**Requirement**
In the entries below, find each line with the string "normal" and copy it.

#####

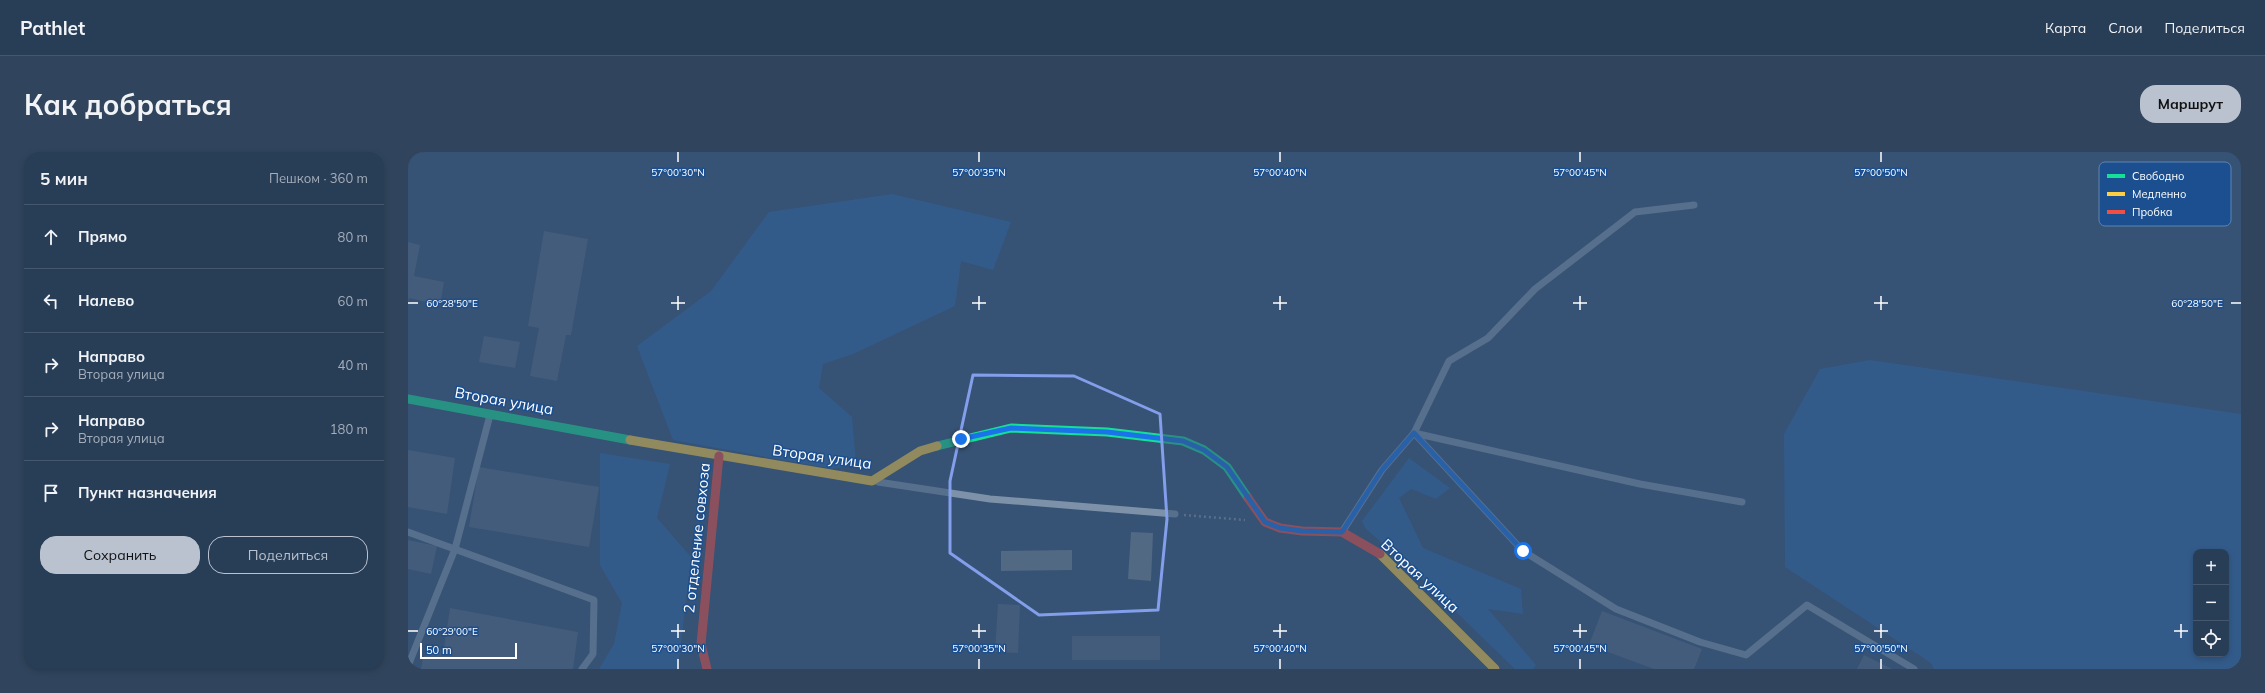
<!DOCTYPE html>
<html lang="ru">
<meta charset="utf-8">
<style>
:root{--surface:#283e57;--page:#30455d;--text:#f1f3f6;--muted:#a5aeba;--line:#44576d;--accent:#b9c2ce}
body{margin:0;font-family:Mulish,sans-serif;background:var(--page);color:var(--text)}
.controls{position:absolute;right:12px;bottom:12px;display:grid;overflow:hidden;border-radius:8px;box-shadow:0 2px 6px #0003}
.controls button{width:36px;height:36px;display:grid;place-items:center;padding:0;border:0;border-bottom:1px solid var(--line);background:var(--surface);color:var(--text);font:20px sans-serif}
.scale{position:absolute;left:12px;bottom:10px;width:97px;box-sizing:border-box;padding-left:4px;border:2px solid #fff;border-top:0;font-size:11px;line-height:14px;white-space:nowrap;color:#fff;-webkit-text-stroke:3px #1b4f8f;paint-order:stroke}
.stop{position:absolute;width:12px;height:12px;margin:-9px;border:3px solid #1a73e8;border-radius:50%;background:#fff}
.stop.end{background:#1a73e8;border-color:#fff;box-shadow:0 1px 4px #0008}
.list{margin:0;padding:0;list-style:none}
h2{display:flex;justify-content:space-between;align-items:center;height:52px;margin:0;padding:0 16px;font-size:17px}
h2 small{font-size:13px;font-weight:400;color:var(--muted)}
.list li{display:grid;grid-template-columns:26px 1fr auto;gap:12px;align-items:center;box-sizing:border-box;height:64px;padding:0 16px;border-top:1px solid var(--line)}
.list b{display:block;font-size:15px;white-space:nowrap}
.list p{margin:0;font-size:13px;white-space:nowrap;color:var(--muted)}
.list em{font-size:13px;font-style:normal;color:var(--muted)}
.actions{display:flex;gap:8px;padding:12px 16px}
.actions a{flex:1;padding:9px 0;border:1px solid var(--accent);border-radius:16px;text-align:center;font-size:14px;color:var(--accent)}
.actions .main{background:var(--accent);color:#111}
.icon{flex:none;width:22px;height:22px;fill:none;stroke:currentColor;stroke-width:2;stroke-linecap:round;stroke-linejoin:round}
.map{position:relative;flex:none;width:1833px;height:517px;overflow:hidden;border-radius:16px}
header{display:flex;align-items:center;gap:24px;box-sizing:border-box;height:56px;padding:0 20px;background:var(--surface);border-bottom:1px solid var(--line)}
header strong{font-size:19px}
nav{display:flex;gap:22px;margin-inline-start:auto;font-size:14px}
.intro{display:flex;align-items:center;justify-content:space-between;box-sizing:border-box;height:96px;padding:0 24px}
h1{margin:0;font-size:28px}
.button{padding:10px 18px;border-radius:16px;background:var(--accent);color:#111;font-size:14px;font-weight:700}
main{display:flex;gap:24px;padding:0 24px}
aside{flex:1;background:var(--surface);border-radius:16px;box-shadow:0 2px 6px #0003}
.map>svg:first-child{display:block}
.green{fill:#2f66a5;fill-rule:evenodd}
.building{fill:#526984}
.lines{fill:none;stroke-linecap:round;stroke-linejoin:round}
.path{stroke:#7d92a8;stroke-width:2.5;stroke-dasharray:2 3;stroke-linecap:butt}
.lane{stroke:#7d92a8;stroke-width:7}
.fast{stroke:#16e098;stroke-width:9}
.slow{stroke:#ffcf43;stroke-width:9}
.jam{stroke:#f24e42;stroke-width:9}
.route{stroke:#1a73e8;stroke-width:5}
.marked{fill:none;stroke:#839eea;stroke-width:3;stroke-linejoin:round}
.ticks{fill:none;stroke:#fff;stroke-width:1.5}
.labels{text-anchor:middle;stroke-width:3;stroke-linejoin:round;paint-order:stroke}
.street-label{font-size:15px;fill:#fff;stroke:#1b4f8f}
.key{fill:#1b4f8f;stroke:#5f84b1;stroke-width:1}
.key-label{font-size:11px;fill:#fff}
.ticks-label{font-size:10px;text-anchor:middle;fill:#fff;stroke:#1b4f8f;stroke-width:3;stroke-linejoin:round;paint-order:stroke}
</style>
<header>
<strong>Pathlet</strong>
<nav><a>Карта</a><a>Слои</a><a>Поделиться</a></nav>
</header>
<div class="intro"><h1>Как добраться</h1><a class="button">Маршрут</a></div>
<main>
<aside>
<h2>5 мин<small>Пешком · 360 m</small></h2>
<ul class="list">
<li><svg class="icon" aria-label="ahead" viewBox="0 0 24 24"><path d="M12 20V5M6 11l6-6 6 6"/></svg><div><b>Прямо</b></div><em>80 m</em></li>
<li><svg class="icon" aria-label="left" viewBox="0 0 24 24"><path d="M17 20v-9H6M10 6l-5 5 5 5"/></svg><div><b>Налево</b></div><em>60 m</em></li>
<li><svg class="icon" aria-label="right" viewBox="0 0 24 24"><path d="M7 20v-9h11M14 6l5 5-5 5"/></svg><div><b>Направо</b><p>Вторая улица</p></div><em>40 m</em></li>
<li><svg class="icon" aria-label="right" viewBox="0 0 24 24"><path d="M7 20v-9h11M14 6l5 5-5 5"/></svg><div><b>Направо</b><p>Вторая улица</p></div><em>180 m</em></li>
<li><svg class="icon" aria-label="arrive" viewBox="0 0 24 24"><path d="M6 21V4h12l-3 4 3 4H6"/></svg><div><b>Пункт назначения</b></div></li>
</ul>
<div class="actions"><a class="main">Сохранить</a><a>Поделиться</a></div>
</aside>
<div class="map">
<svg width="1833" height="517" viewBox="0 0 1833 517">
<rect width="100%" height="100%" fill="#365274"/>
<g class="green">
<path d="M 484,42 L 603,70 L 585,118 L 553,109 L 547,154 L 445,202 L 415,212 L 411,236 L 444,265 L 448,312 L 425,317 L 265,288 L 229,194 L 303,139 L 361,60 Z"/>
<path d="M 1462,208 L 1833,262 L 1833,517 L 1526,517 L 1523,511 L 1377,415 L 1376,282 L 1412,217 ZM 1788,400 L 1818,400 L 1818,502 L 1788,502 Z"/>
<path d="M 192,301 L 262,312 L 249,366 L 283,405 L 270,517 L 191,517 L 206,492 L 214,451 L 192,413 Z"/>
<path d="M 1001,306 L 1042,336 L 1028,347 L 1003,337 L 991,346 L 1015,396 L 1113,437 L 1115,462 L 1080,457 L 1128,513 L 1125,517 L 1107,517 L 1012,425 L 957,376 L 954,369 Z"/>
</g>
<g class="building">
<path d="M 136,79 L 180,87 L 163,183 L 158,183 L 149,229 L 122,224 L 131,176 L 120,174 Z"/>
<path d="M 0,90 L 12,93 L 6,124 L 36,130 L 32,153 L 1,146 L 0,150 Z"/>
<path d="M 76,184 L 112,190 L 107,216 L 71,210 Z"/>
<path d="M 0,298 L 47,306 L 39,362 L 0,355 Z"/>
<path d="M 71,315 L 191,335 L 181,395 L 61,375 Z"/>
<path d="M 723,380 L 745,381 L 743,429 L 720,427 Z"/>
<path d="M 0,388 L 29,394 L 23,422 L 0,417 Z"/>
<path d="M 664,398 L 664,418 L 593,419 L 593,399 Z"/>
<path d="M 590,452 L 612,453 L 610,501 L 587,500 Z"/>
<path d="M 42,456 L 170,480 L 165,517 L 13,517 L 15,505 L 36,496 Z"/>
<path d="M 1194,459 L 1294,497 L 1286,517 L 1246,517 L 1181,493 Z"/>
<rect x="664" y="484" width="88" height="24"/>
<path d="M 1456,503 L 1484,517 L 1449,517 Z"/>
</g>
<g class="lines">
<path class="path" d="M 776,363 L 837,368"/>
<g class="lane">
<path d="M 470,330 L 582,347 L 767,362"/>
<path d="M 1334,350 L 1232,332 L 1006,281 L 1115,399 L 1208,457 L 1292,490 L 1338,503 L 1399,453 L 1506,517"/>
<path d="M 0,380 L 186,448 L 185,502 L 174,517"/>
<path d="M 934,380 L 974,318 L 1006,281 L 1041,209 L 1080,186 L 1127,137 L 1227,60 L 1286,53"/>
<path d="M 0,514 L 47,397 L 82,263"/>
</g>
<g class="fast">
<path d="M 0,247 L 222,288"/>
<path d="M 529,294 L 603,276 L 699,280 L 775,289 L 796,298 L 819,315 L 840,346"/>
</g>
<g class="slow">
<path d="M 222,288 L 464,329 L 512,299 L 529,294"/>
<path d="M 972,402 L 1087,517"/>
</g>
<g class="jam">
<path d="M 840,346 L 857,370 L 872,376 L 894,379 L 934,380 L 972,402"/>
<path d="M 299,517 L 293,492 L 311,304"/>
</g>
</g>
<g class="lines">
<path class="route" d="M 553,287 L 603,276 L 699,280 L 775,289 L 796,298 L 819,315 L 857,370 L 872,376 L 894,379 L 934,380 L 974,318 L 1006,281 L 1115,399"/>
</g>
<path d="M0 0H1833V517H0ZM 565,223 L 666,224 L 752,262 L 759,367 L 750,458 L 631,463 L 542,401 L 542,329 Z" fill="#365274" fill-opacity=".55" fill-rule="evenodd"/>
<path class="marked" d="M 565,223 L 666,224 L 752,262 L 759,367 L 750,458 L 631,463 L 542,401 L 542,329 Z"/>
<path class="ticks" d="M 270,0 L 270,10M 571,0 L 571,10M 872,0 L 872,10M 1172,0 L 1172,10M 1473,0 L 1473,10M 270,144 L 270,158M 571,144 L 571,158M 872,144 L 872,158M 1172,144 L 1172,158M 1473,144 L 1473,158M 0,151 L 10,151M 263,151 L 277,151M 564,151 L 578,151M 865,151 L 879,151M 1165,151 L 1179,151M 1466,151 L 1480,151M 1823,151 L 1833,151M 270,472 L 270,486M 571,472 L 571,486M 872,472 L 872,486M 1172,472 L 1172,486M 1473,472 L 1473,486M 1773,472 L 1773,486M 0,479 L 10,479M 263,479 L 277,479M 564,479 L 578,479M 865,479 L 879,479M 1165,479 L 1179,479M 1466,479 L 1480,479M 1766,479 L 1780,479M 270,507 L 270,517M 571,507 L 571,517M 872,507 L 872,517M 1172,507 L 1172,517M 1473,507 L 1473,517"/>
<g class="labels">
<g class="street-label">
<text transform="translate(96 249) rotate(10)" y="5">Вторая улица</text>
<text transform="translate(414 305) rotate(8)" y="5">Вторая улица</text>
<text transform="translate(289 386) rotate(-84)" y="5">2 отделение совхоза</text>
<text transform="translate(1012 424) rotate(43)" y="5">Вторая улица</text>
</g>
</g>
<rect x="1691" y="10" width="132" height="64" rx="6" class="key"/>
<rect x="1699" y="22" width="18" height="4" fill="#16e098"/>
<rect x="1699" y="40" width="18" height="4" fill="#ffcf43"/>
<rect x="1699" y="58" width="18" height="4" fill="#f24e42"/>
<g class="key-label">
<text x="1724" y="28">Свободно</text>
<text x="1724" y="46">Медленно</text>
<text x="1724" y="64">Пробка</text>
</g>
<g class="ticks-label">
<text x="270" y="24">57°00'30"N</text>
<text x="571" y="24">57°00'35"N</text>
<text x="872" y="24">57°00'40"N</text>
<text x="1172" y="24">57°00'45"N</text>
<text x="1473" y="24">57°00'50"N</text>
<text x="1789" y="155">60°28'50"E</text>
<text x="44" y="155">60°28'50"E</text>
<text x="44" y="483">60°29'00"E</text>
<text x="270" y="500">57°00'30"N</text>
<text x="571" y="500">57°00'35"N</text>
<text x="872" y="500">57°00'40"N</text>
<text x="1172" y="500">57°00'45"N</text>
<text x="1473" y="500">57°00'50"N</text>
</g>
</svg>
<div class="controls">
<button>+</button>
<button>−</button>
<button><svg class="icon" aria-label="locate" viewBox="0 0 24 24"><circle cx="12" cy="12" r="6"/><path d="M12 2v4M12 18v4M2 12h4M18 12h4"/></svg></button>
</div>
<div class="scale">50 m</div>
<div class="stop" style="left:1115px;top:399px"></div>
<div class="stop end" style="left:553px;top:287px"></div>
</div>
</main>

#####

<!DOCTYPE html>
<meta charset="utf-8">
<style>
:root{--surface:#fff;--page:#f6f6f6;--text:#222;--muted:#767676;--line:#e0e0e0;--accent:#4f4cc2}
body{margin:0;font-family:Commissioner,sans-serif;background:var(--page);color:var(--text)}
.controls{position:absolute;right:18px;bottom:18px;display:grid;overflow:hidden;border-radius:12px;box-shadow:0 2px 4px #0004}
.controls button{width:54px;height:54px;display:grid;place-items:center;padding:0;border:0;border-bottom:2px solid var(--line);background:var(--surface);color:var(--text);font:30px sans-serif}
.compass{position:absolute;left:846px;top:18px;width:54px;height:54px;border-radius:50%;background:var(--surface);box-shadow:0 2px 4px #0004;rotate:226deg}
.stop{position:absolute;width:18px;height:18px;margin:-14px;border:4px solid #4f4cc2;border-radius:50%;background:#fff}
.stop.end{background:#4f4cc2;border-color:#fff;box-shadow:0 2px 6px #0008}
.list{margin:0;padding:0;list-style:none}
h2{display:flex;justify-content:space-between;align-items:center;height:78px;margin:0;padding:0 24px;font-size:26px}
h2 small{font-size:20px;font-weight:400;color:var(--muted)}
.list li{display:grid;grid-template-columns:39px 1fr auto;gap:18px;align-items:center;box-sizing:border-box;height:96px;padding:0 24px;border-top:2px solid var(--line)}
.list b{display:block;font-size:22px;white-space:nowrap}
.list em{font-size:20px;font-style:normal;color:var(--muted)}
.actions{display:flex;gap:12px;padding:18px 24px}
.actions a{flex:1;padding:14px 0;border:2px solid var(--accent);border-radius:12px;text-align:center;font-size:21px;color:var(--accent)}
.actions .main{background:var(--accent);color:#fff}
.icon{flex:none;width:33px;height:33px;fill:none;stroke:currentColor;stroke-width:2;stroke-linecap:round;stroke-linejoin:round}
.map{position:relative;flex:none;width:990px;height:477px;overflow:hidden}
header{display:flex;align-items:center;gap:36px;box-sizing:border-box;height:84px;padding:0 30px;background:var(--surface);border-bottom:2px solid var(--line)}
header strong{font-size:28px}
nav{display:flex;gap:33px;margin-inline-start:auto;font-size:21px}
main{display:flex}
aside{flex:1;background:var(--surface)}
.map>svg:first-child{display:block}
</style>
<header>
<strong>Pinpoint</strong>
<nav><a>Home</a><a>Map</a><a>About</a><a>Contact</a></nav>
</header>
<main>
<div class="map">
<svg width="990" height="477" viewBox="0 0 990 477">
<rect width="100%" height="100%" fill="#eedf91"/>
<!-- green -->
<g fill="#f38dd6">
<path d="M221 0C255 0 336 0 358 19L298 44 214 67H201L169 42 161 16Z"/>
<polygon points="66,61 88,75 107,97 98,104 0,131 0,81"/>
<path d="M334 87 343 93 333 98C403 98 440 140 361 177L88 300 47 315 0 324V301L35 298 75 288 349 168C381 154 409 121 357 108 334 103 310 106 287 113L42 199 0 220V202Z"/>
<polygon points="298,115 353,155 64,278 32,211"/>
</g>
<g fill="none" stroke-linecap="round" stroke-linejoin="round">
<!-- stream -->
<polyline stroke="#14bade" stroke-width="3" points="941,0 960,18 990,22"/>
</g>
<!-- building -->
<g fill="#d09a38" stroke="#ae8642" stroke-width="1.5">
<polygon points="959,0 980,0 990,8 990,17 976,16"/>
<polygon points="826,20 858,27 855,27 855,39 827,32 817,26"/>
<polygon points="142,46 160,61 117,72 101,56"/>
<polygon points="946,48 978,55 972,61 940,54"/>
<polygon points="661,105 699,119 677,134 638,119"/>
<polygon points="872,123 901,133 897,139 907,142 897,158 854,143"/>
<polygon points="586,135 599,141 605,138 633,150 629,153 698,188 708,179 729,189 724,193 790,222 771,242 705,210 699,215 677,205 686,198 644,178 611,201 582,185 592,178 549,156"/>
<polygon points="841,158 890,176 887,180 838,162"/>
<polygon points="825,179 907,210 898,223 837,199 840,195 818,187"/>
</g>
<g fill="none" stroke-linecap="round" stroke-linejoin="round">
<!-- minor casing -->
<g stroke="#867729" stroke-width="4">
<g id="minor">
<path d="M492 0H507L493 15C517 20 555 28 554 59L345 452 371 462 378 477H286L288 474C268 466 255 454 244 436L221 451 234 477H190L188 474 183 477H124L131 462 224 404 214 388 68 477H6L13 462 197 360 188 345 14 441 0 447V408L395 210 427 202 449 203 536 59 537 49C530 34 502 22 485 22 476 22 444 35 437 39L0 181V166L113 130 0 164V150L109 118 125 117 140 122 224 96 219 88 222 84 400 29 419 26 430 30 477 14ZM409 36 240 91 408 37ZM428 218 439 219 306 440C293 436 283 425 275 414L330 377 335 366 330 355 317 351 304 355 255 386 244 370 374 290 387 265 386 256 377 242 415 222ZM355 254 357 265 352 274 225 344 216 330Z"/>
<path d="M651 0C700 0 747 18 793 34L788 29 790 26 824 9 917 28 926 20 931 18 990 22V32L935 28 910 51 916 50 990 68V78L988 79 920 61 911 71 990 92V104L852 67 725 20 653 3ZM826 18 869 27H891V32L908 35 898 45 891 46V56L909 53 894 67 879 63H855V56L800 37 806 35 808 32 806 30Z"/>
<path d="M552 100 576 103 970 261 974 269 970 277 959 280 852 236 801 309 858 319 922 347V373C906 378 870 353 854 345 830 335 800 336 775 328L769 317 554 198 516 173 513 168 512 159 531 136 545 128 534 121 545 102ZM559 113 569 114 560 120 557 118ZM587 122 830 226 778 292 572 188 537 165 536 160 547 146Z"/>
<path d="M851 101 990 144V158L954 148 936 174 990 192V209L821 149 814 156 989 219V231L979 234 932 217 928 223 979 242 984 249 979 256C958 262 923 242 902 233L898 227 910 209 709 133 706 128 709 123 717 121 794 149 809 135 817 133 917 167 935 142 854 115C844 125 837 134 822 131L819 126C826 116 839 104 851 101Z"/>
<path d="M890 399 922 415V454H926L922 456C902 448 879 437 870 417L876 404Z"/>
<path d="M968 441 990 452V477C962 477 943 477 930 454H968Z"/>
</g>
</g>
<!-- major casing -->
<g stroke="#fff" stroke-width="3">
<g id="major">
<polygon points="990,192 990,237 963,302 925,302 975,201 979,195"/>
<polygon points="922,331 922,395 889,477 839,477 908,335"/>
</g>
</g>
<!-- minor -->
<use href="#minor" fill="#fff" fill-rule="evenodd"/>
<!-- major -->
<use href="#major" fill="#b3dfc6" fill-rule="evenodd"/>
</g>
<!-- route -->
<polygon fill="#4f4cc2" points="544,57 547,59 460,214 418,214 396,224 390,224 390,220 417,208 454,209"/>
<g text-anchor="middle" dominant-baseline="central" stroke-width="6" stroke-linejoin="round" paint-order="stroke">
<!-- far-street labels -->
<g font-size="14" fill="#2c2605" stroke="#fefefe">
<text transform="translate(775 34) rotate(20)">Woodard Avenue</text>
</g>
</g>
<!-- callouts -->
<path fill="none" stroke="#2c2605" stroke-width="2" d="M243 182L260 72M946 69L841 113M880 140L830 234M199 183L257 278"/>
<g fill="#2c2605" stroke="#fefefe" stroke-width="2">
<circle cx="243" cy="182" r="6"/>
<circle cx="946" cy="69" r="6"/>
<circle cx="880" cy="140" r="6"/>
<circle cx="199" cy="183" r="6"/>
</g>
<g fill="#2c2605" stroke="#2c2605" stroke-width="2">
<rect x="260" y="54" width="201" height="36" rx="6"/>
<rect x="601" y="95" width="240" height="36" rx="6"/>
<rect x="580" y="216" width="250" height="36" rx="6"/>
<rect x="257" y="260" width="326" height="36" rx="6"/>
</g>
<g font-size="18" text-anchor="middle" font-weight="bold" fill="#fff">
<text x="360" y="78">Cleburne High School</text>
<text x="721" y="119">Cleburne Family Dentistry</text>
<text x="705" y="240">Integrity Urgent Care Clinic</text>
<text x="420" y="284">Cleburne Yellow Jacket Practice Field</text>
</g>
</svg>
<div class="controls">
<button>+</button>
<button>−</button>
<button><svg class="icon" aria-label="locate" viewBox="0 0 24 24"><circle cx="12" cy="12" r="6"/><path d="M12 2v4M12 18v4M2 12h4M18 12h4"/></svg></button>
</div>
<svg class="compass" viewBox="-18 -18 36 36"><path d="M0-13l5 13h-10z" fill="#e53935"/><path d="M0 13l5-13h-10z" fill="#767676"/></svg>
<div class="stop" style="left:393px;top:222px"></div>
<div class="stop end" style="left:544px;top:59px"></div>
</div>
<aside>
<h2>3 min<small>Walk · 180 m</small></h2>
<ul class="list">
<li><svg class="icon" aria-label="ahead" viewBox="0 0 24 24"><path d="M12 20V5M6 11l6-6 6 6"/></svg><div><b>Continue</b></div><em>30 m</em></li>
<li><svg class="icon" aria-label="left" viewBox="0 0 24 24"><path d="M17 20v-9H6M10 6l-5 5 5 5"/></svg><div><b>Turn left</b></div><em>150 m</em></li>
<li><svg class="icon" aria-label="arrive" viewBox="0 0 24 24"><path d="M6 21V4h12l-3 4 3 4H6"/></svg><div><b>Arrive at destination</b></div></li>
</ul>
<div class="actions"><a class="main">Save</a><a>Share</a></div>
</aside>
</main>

#####

**Your response**
.list em{font-size:13px;font-style:normal;color:var(--muted)}
.list em{font-size:20px;font-style:normal;color:var(--muted)}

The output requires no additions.